By ALEX STRICKLAND / Bigfork Eagle

What is there to do once you've traveled the world, met people from communities as varied as Mexico City and tiny hill villages in remote Thailand and performed song and dance in front of thousands?

Nineteen-year-old Bigfork resident Jenna Taylor is planning to head to college.

Taylor has spent the last six months traveling with the organization "Up With People," a motivational group that travels to different communities around the globe doing community service work and performing a musical show.

Taylor found out about the organization from classmates at Flathead High School, where she graduated in 2007, but was already headed down a more traditional path.

"I was ready to head off to college," she said.

Already accepted to a school, Taylor said something just didn't feel right and decided to take a step back and enjoy a "gap year."

Before she could take off with Up With People, though, Taylor had to raise money for the program, $11,800.

Not wanting a run-of-the-mill way to raise money, Taylor decided to take a very entrepreneurial approach and offer "investors" the opportunity to buy "stock" in her.

Investors were given an outline of the commodity and the past performance, which included being the FHS valedictorian, and an outline of the returns — knowing they helped in community service and leadership training, and admission to a concert to be held on August 9 at Crossroads Church.

That concert will feature Taylor singing selections from the Up With People show she performed as well as a slideshow and talk about her time abroad.

When the program kicked off in January, Taylor spent a month in Denver, meeting the 100 or so people she would be traveling with for the next six months and learning the content of the show.

From there it was off to Mexico and then back to the U.S. for a tour through Texas and the Midwest. Traveling mostly by bus, Taylor said she had the opportunity to meet not only people from around her own country, but revel in showing off her home nation to other members of the cast.

"For most of them it was their first time in the U.S.," Taylor said of the cast that included members from 26 countries. "I was with a couple of people for their first time in a Wal-Mart. The Swedes would go on and on about the cereal aisles."

From her home turf, Taylor and the cast left for Thailand, where she was given the opportunity to spend a week with a remote hill tribe that spoke no English and enjoyed few outside visitors.

Taylor taught English at the local school for the week and helped work in the fields. After work, she got to eat with the family, where she indulged in what she said was her most interesting meal — boiled chicken blood.

And after a week of living in a bamboo hut it was back to work with the cast, where the "high-energy" show was put on in a Thai town out of the mountains.

"Our traditional grandma (from the village) came," Taylor said. "We were so surprised."

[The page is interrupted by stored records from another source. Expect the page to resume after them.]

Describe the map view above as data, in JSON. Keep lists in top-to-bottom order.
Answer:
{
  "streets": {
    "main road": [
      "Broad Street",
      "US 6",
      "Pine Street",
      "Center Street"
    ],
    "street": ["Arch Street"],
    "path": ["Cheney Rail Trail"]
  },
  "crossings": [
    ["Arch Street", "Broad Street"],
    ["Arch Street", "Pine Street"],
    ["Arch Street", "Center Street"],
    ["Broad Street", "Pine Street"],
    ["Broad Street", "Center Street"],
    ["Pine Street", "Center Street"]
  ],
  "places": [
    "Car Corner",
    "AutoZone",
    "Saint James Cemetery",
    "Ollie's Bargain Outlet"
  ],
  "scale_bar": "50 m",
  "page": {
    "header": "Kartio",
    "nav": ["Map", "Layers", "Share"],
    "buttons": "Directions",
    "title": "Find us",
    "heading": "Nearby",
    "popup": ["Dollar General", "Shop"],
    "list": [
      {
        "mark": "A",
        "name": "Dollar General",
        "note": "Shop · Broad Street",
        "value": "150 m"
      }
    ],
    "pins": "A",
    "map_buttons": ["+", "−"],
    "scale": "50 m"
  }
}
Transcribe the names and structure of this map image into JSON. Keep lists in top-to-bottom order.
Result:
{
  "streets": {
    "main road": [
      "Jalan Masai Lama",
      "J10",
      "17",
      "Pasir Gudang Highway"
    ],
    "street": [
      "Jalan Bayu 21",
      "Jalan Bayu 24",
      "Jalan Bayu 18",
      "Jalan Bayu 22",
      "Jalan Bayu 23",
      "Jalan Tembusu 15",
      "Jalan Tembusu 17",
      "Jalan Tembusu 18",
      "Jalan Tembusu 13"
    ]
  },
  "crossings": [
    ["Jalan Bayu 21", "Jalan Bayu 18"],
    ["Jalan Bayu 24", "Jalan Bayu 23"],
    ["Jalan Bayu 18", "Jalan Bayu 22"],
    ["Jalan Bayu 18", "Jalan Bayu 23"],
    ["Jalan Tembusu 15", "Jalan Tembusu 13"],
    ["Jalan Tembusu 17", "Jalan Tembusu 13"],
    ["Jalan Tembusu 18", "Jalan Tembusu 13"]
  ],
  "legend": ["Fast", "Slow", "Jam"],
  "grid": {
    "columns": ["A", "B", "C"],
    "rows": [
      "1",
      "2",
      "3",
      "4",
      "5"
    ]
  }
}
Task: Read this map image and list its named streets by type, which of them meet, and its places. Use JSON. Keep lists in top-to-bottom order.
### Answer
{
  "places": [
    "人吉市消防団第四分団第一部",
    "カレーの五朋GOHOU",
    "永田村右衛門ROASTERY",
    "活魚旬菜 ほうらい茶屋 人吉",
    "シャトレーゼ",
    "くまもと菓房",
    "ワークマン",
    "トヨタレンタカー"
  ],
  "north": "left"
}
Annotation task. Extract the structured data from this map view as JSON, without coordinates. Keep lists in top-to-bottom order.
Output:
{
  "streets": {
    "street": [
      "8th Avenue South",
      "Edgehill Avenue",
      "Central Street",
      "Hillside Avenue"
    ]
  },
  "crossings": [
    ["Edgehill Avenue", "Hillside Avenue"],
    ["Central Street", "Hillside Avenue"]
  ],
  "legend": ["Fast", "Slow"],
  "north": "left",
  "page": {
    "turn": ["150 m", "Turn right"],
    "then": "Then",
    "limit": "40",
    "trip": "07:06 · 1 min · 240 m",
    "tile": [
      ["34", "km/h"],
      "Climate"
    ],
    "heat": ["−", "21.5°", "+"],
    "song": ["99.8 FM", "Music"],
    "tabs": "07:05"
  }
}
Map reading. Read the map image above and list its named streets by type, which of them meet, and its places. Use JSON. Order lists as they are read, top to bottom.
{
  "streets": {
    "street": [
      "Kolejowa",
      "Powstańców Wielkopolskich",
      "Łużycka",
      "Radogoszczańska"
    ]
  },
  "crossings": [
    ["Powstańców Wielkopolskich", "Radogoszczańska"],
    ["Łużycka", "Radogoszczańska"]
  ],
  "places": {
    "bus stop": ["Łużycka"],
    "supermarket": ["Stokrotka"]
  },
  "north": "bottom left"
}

After she returned to Bigfork in June, Taylor said she found returning to normal life fairly easy, except for the confusion over what to do with all her newly acquired spare time, even with working multiple jobs and preparing for school at Hope College in Michigan in a few weeks.

Taylor's concert is free and open to the public and will take place at 7 p.m. on Saturday, August 9 at Crossroads Christian Fellowship on Highway 35 in Bigfork.